* _Task statement_
Every record must be reproduced exactly. Leave none out.

* _The data_

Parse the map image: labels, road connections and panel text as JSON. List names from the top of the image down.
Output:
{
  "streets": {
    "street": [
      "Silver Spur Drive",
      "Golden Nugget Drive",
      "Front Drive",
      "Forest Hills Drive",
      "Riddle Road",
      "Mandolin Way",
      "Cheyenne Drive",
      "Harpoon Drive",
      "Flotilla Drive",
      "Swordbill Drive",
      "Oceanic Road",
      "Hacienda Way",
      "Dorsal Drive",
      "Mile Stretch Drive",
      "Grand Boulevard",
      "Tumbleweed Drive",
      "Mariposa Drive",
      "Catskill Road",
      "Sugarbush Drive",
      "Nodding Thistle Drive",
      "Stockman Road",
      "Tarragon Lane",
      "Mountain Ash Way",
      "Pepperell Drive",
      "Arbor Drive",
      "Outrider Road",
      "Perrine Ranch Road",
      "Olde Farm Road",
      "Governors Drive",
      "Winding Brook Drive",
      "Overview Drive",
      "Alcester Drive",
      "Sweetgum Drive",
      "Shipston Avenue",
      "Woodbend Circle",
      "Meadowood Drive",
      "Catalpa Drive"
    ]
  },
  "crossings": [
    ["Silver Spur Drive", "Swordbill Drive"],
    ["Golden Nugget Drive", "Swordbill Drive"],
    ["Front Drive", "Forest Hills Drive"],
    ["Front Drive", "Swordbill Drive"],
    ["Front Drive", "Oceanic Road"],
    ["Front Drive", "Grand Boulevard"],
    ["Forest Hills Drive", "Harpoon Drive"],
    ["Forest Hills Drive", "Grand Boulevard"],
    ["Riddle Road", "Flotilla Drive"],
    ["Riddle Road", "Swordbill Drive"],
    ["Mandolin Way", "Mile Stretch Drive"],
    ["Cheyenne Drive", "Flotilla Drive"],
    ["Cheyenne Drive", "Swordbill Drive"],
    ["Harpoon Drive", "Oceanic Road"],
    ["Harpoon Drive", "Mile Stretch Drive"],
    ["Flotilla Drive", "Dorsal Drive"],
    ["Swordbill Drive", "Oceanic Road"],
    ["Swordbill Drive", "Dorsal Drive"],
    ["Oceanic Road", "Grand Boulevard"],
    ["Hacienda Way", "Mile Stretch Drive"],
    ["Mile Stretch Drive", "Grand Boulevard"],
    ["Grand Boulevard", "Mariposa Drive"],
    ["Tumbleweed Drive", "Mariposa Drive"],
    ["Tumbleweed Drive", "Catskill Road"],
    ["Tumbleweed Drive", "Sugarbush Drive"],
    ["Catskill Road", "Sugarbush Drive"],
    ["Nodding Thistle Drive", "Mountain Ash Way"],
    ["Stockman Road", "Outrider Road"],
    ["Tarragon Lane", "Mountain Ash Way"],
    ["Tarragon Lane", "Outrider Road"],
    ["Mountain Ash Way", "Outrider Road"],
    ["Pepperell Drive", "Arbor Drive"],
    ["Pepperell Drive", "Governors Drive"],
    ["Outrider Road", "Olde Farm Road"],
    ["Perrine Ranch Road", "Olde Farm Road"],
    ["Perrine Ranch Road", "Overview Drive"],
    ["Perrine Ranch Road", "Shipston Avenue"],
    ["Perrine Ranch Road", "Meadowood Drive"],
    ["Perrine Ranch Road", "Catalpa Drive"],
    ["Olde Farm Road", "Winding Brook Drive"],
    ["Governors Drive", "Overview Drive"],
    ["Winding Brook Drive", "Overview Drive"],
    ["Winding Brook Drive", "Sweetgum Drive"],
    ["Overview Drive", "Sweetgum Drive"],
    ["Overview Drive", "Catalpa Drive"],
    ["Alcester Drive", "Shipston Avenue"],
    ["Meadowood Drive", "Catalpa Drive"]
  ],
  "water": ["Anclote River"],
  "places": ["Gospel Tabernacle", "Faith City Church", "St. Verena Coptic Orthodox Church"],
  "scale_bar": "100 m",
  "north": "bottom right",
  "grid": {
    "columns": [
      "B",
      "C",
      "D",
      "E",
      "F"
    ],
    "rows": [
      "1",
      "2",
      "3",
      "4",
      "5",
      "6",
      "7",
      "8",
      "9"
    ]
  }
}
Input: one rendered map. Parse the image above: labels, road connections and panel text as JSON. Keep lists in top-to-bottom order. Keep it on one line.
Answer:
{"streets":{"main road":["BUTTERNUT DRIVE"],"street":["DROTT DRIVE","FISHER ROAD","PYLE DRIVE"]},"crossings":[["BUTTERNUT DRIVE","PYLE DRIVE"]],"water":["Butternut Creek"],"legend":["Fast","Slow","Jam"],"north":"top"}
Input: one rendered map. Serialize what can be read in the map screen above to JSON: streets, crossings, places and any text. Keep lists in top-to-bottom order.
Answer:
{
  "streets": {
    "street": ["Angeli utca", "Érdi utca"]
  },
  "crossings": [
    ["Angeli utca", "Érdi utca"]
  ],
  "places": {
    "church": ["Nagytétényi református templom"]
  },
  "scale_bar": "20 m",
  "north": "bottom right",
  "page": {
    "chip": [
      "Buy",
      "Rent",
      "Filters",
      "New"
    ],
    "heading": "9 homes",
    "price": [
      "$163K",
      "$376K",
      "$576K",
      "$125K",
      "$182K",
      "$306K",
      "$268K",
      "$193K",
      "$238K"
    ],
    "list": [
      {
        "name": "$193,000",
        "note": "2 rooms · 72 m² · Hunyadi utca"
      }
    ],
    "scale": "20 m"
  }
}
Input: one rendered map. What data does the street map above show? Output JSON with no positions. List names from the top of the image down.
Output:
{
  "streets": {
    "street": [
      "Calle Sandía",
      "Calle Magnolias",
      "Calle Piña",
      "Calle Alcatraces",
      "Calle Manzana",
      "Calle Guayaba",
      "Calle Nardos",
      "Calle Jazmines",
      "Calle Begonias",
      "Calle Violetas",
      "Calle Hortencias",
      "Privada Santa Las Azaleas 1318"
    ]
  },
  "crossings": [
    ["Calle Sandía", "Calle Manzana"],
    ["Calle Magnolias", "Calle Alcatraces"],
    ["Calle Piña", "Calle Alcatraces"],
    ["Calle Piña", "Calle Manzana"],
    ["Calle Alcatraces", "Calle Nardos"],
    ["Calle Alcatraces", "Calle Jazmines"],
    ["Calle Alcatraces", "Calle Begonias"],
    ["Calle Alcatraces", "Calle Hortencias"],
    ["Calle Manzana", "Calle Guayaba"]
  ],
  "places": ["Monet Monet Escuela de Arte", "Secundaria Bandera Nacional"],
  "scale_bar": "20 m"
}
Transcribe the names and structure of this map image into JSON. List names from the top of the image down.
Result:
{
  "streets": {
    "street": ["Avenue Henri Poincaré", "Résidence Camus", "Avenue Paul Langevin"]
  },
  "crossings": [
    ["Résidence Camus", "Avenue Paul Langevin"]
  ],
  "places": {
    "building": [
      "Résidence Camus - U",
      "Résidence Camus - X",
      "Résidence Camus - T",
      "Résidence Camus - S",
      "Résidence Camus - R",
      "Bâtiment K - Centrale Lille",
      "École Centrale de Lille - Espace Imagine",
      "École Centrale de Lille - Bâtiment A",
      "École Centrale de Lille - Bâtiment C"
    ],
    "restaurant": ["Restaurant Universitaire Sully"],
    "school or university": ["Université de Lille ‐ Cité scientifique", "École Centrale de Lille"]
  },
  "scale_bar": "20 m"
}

* _Reply_
Parse the map image: labels, road connections and panel text as JSON. List names from the top of the image down.
Output:
{
  "streets": {
    "street": [
      "Silver Spur Drive",
      "Golden Nugget Drive",
      "Front Drive",
      "Forest Hills Drive",
      "Riddle Road",
      "Mandolin Way",
      "Cheyenne Drive",
      "Harpoon Drive",
      "Flotilla Drive",
      "Swordbill Drive",
      "Oceanic Road",
      "Hacienda Way",
      "Dorsal Drive",
      "Mile Stretch Drive",
      "Grand Boulevard",
      "Tumbleweed Drive",
      "Mariposa Drive",
      "Catskill Road",
      "Sugarbush Drive",
      "Nodding Thistle Drive",
      "Stockman Road",
      "Tarragon Lane",
      "Mountain Ash Way",
      "Pepperell Drive",
      "Arbor Drive",
      "Outrider Road",
      "Perrine Ranch Road",
      "Olde Farm Road",
      "Governors Drive",
      "Winding Brook Drive",
      "Overview Drive",
      "Alcester Drive",
      "Sweetgum Drive",
      "Shipston Avenue",
      "Woodbend Circle",
      "Meadowood Drive",
      "Catalpa Drive"
    ]
  },
  "crossings": [
    ["Silver Spur Drive", "Swordbill Drive"],
    ["Golden Nugget Drive", "Swordbill Drive"],
    ["Front Drive", "Forest Hills Drive"],
    ["Front Drive", "Swordbill Drive"],
    ["Front Drive", "Oceanic Road"],
    ["Front Drive", "Grand Boulevard"],
    ["Forest Hills Drive", "Harpoon Drive"],
    ["Forest Hills Drive", "Grand Boulevard"],
    ["Riddle Road", "Flotilla Drive"],
    ["Riddle Road", "Swordbill Drive"],
    ["Mandolin Way", "Mile Stretch Drive"],
    ["Cheyenne Drive", "Flotilla Drive"],
    ["Cheyenne Drive", "Swordbill Drive"],
    ["Harpoon Drive", "Oceanic Road"],
    ["Harpoon Drive", "Mile Stretch Drive"],
    ["Flotilla Drive", "Dorsal Drive"],
    ["Swordbill Drive", "Oceanic Road"],
    ["Swordbill Drive", "Dorsal Drive"],
    ["Oceanic Road", "Grand Boulevard"],
    ["Hacienda Way", "Mile Stretch Drive"],
    ["Mile Stretch Drive", "Grand Boulevard"],
    ["Grand Boulevard", "Mariposa Drive"],
    ["Tumbleweed Drive", "Mariposa Drive"],
    ["Tumbleweed Drive", "Catskill Road"],
    ["Tumbleweed Drive", "Sugarbush Drive"],
    ["Catskill Road", "Sugarbush Drive"],
    ["Nodding Thistle Drive", "Mountain Ash Way"],
    ["Stockman Road", "Outrider Road"],
    ["Tarragon Lane", "Mountain Ash Way"],
    ["Tarragon Lane", "Outrider Road"],
    ["Mountain Ash Way", "Outrider Road"],
    ["Pepperell Drive", "Arbor Drive"],
    ["Pepperell Drive", "Governors Drive"],
    ["Outrider Road", "Olde Farm Road"],
    ["Perrine Ranch Road", "Olde Farm Road"],
    ["Perrine Ranch Road", "Overview Drive"],
    ["Perrine Ranch Road", "Shipston Avenue"],
    ["Perrine Ranch Road", "Meadowood Drive"],
    ["Perrine Ranch Road", "Catalpa Drive"],
    ["Olde Farm Road", "Winding Brook Drive"],
    ["Governors Drive", "Overview Drive"],
    ["Winding Brook Drive", "Overview Drive"],
    ["Winding Brook Drive", "Sweetgum Drive"],
    ["Overview Drive", "Sweetgum Drive"],
    ["Overview Drive", "Catalpa Drive"],
    ["Alcester Drive", "Shipston Avenue"],
    ["Meadowood Drive", "Catalpa Drive"]
  ],
  "water": ["Anclote River"],
  "places": ["Gospel Tabernacle", "Faith City Church", "St. Verena Coptic Orthodox Church"],
  "scale_bar": "100 m",
  "north": "bottom right",
  "grid": {
    "columns": [
      "B",
      "C",
      "D",
      "E",
      "F"
    ],
    "rows": [
      "1",
      "2",
      "3",
      "4",
      "5",
      "6",
      "7",
      "8",
      "9"
    ]
  }
}
Input: one rendered map. Parse the image above: labels, road connections and panel text as JSON. Keep lists in top-to-bottom order. Keep it on one line.
Answer:
{"streets":{"main road":["BUTTERNUT DRIVE"],"street":["DROTT DRIVE","FISHER ROAD","PYLE DRIVE"]},"crossings":[["BUTTERNUT DRIVE","PYLE DRIVE"]],"water":["Butternut Creek"],"legend":["Fast","Slow","Jam"],"north":"top"}
Input: one rendered map. Serialize what can be read in the map screen above to JSON: streets, crossings, places and any text. Keep lists in top-to-bottom order.
Answer:
{
  "streets": {
    "street": ["Angeli utca", "Érdi utca"]
  },
  "crossings": [
    ["Angeli utca", "Érdi utca"]
  ],
  "places": {
    "church": ["Nagytétényi református templom"]
  },
  "scale_bar": "20 m",
  "north": "bottom right",
  "page": {
    "chip": [
      "Buy",
      "Rent",
      "Filters",
      "New"
    ],
    "heading": "9 homes",
    "price": [
      "$163K",
      "$376K",
      "$576K",
      "$125K",
      "$182K",
      "$306K",
      "$268K",
      "$193K",
      "$238K"
    ],
    "list": [
      {
        "name": "$193,000",
        "note": "2 rooms · 72 m² · Hunyadi utca"
      }
    ],
    "scale": "20 m"
  }
}
Input: one rendered map. What data does the street map above show? Output JSON with no positions. List names from the top of the image down.
Output:
{
  "streets": {
    "street": [
      "Calle Sandía",
      "Calle Magnolias",
      "Calle Piña",
      "Calle Alcatraces",
      "Calle Manzana",
      "Calle Guayaba",
      "Calle Nardos",
      "Calle Jazmines",
      "Calle Begonias",
      "Calle Violetas",
      "Calle Hortencias",
      "Privada Santa Las Azaleas 1318"
    ]
  },
  "crossings": [
    ["Calle Sandía", "Calle Manzana"],
    ["Calle Magnolias", "Calle Alcatraces"],
    ["Calle Piña", "Calle Alcatraces"],
    ["Calle Piña", "Calle Manzana"],
    ["Calle Alcatraces", "Calle Nardos"],
    ["Calle Alcatraces", "Calle Jazmines"],
    ["Calle Alcatraces", "Calle Begonias"],
    ["Calle Alcatraces", "Calle Hortencias"],
    ["Calle Manzana", "Calle Guayaba"]
  ],
  "places": ["Monet Monet Escuela de Arte", "Secundaria Bandera Nacional"],
  "scale_bar": "20 m"
}
Transcribe the names and structure of this map image into JSON. List names from the top of the image down.
Result:
{
  "streets": {
    "street": ["Avenue Henri Poincaré", "Résidence Camus", "Avenue Paul Langevin"]
  },
  "crossings": [
    ["Résidence Camus", "Avenue Paul Langevin"]
  ],
  "places": {
    "building": [
      "Résidence Camus - U",
      "Résidence Camus - X",
      "Résidence Camus - T",
      "Résidence Camus - S",
      "Résidence Camus - R",
      "Bâtiment K - Centrale Lille",
      "École Centrale de Lille - Espace Imagine",
      "École Centrale de Lille - Bâtiment A",
      "École Centrale de Lille - Bâtiment C"
    ],
    "restaurant": ["Restaurant Universitaire Sully"],
    "school or university": ["Université de Lille ‐ Cité scientifique", "École Centrale de Lille"]
  },
  "scale_bar": "20 m"
}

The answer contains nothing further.